What are the Water-Resource Concerns About Developing Natural Gas Wells in the Marcellus Shale?
Substantial amounts of water are required for the drilling and stimulation of a Marcellus Shale gas well. Fluids recovered from the well, including the liquids used for the hydrofrac, and any produced formation brines, must be treated and disposed of properly. Three important water-resource concerns related to Marcellus Shale gas production are:
- supplying water for well construction without impacting local water resources,
- avoiding degradation of small watersheds and streams as substantial amounts of heavy equipment and supplies are moved around on rural roads, and
- determining the proper methods for the safe disposal of the large quantities of potentially contaminated fluids recovered from the wells.
These concerns are discussed in more detail in the following sections.

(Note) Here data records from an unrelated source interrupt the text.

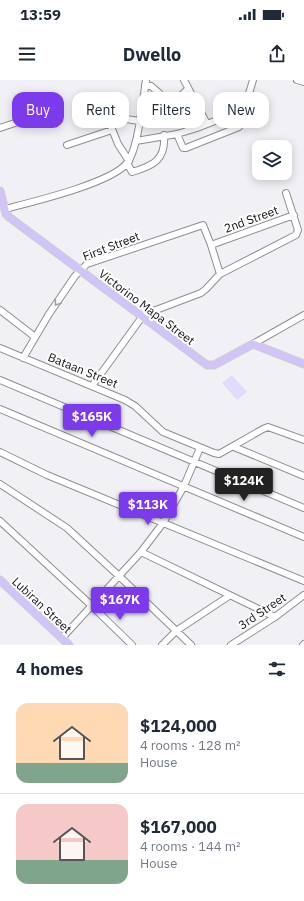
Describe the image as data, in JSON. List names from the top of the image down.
{
  "streets": {
    "main road": ["Victorino Mapa Street", "Lubiran Street"],
    "street": [
      "2nd Street",
      "First Street",
      "Bataan Street",
      "3rd Street"
    ]
  },
  "crossings": [
    ["2nd Street", "First Street"],
    ["2nd Street", "Victorino Mapa Street"],
    ["2nd Street", "Bataan Street"],
    ["First Street", "Victorino Mapa Street"],
    ["First Street", "Bataan Street"]
  ],
  "page": {
    "status": "13:59",
    "header": "Dwello",
    "chip": [
      "Buy",
      "Rent",
      "Filters",
      "New"
    ],
    "price": [
      "$165K",
      "$124K",
      "$113K",
      "$167K"
    ],
    "heading": "4 homes",
    "list": [
      {
        "name": "$124,000",
        "note": "4 rooms · 128 m² · House"
      },
      {
        "name": "$167,000",
        "note": "4 rooms · 144 m² · House"
      }
    ]
  }
}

Drilling requires large amounts of water to create a circulating mud that cools the bit and carries the rock cuttings out of the borehole. After drilling, the shale formation is then stimulated by hydraulic fracturing, which may require up to 3 million gallons of water per treatment (Harper, 2008). Many regional and local water management agencies are concerned about where such large volumes of water will be obtained, and what the possible consequences might be for local water supplies. Under drought conditions, or in locations with already stressed water supplies, obtaining the millions of gallons needed for a shale gas well could be problematic. Drillers could face substantial transportation costs if the water has to be trucked in from great distances.

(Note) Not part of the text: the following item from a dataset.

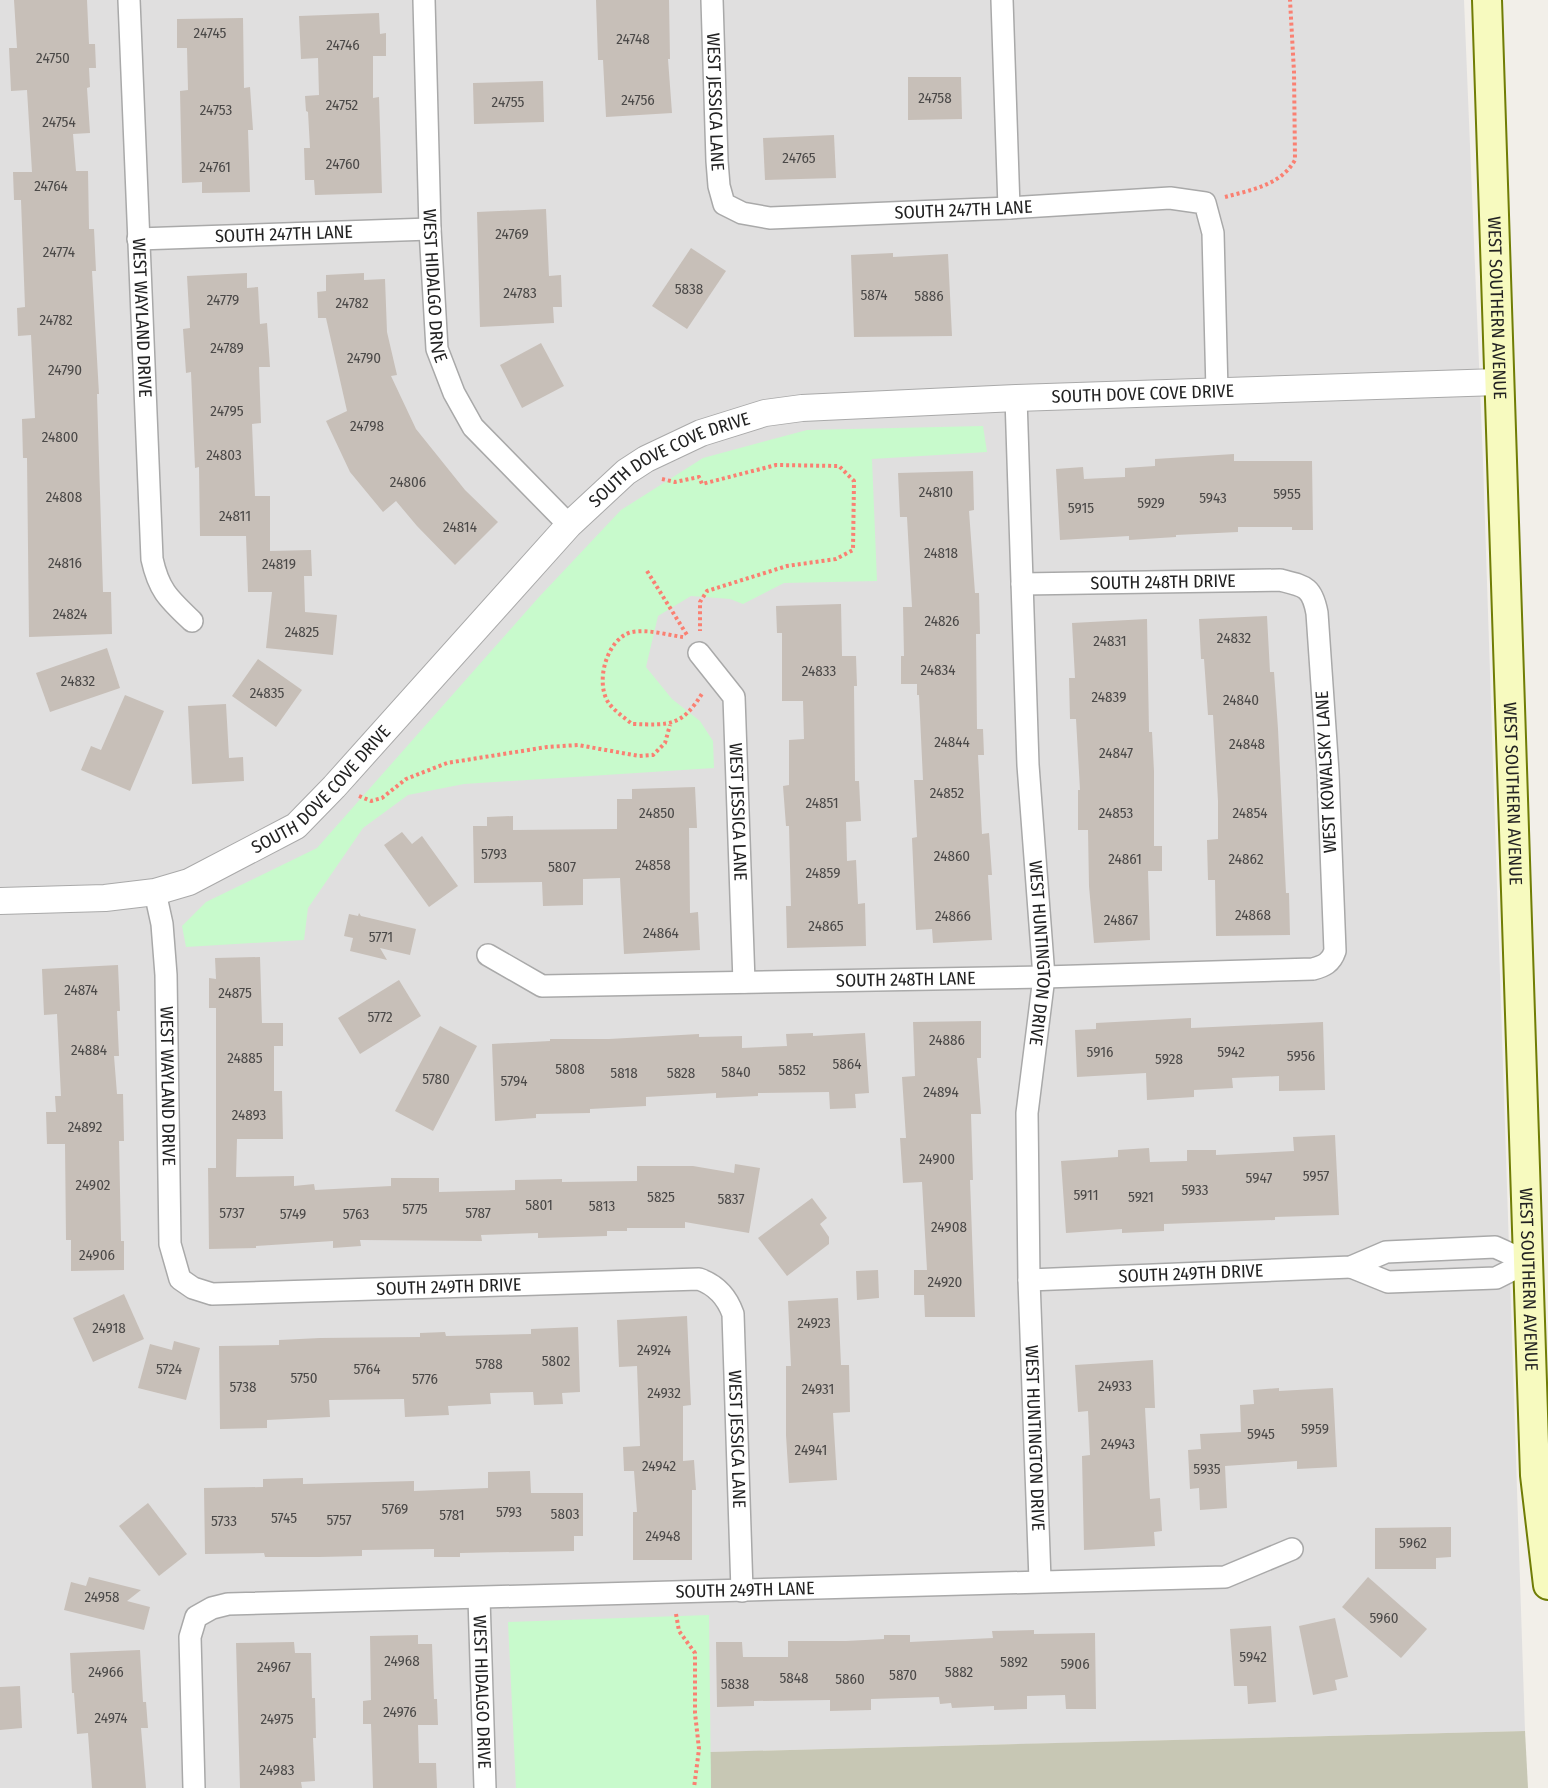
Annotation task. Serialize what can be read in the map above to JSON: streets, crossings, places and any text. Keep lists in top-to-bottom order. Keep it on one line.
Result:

Similar shale gas operations in the Barnett Shale of Texas have obtained hydrofrac water largely from groundwater sources (Byrd, 2007). Water supply concerns over the Barnett Shale drilling have been brought up in the past (see, for example, Francis, 2007). Texas State and County agencies now closely monitor volumes of water used during drilling, and a consortium of Barnett Shale drilling companies have developed best management practices for water conservation, with the goal of keeping the pace of drilling and production activities within the bounds of sustainable water use. Similar steps have been discussed in Marcellus Shale gas production areas, but not yet fully implemented.

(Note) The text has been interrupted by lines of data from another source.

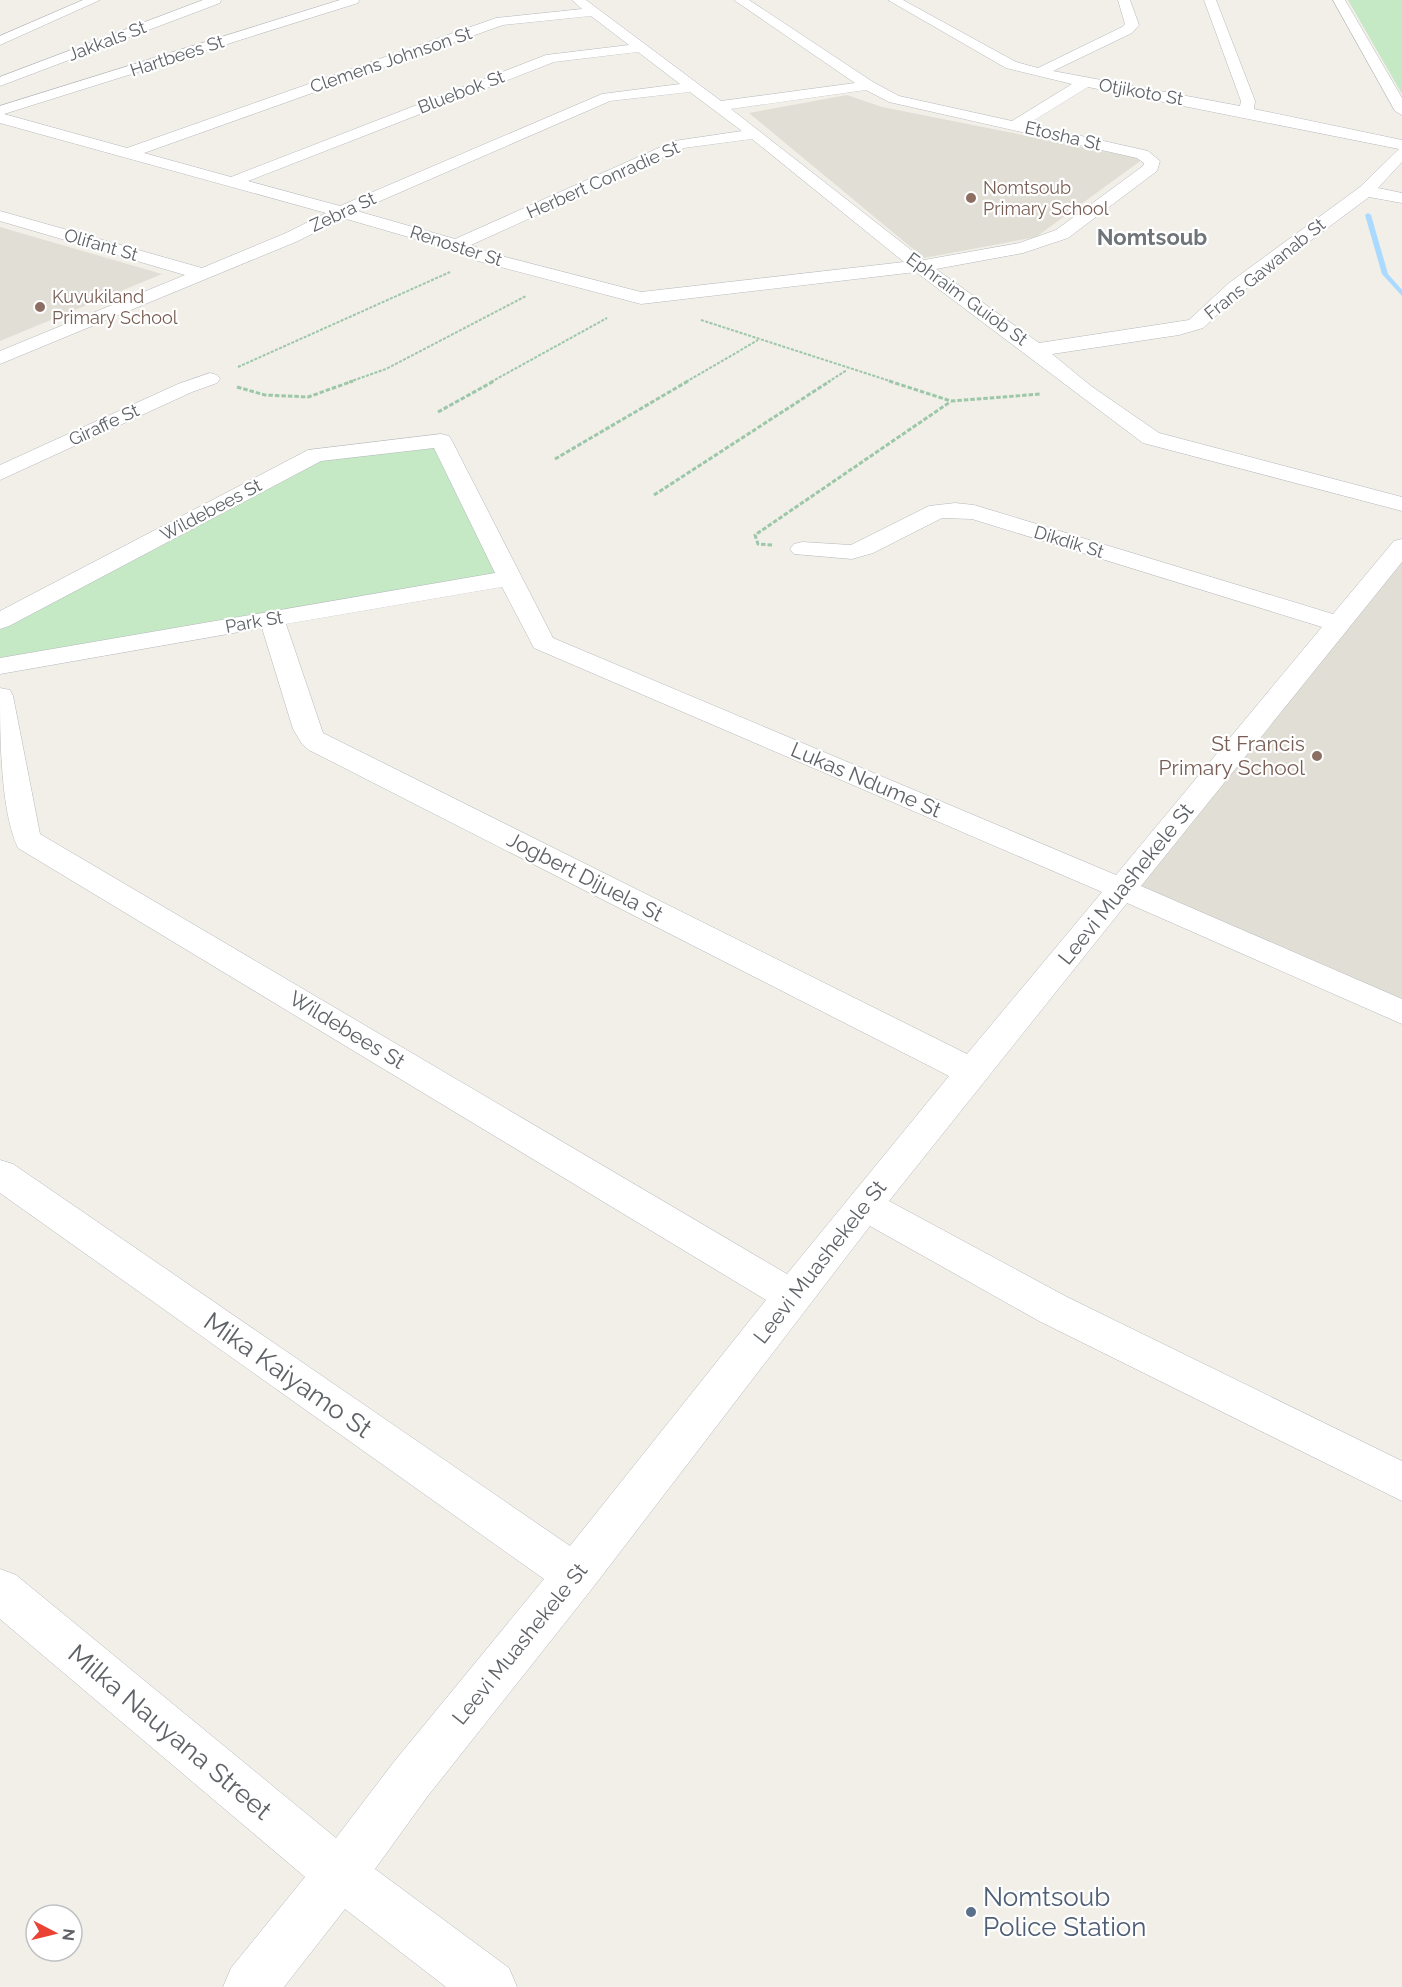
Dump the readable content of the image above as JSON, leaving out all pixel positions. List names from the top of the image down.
{
  "streets": {
    "street": [
      "Jakkals St",
      "Hartbees St",
      "Clemens Johnson St",
      "Bluebok St",
      "Otjikoto St",
      "Etosha St",
      "Herbert Conradie St",
      "Zebra St",
      "Olifant St",
      "Renoster St",
      "Frans Gawanab St",
      "Ephraim Guiob St",
      "Giraffe St",
      "Wildebees St",
      "Dikdik St",
      "Park St",
      "Lukas Ndume St",
      "Jogbert Dijuela St",
      "Leevi Muashekele St",
      "Mika Kaiyamo St",
      "Milka Nauyana Street"
    ]
  },
  "crossings": [
    ["Clemens Johnson St", "Renoster St"],
    ["Clemens Johnson St", "Ephraim Guiob St"],
    ["Bluebok St", "Renoster St"],
    ["Bluebok St", "Ephraim Guiob St"],
    ["Etosha St", "Renoster St"],
    ["Etosha St", "Ephraim Guiob St"],
    ["Herbert Conradie St", "Renoster St"],
    ["Herbert Conradie St", "Ephraim Guiob St"],
    ["Zebra St", "Olifant St"],
    ["Zebra St", "Renoster St"],
    ["Zebra St", "Ephraim Guiob St"],
    ["Renoster St", "Ephraim Guiob St"],
    ["Frans Gawanab St", "Ephraim Guiob St"],
    ["Wildebees St", "Lukas Ndume St"],
    ["Wildebees St", "Leevi Muashekele St"],
    ["Dikdik St", "Leevi Muashekele St"],
    ["Park St", "Lukas Ndume St"],
    ["Park St", "Jogbert Dijuela St"],
    ["Lukas Ndume St", "Leevi Muashekele St"],
    ["Jogbert Dijuela St", "Leevi Muashekele St"],
    ["Leevi Muashekele St", "Mika Kaiyamo St"],
    ["Leevi Muashekele St", "Milka Nauyana Street"]
  ],
  "districts": ["Nomtsoub"],
  "places": [
    "Nomtsoub Primary School",
    "Kuvukiland Primary School",
    "St Francis Primary School",
    "Nomtsoub Police Station"
  ],
  "north": "right"
}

Large hydrofrac treatments often involve moving large amounts of equipment, vehicles, and supplies into remote areas. Transporting all of this to drill sites over rural Appalachian Mountain roads could potentially cause erosion, and threaten local small watersheds with sediment. Drill pad and pipeline construction also have the potential to cause similar problems. Of equal concern is the possibility for spills or leaks into water bodies as the fluids and chemical additives are transported and handled. Little is known about how a Marcellus Shale drilling “boom” might adversely affect the land, streams, and available water supplies in the Appalachian Basin. Even under current Marcellus gas production levels, complaints of rural road damage and traffic disruption from drilling equipment have been received, indicating that this could be a significant problem if carried out across thousands of active drill sites.
For gas to flow out of the shale, nearly all of the water injected into the well during the hydrofrac treatment must be recovered and disposed of. In addition to the problem of dealing with large bulk volumes of liquid waste, contaminants in the water may complicate wastewater treatment. Whereas the percentage of chemical additives in a typical hydrofrac fluid is commonly less than 0.5 percent by volume, the quantity of fluid used in these hydrofracs is so large that the additives in a three million gallon hydrofrac job, for example, would result in about 15,000 gallons of chemicals in the waste.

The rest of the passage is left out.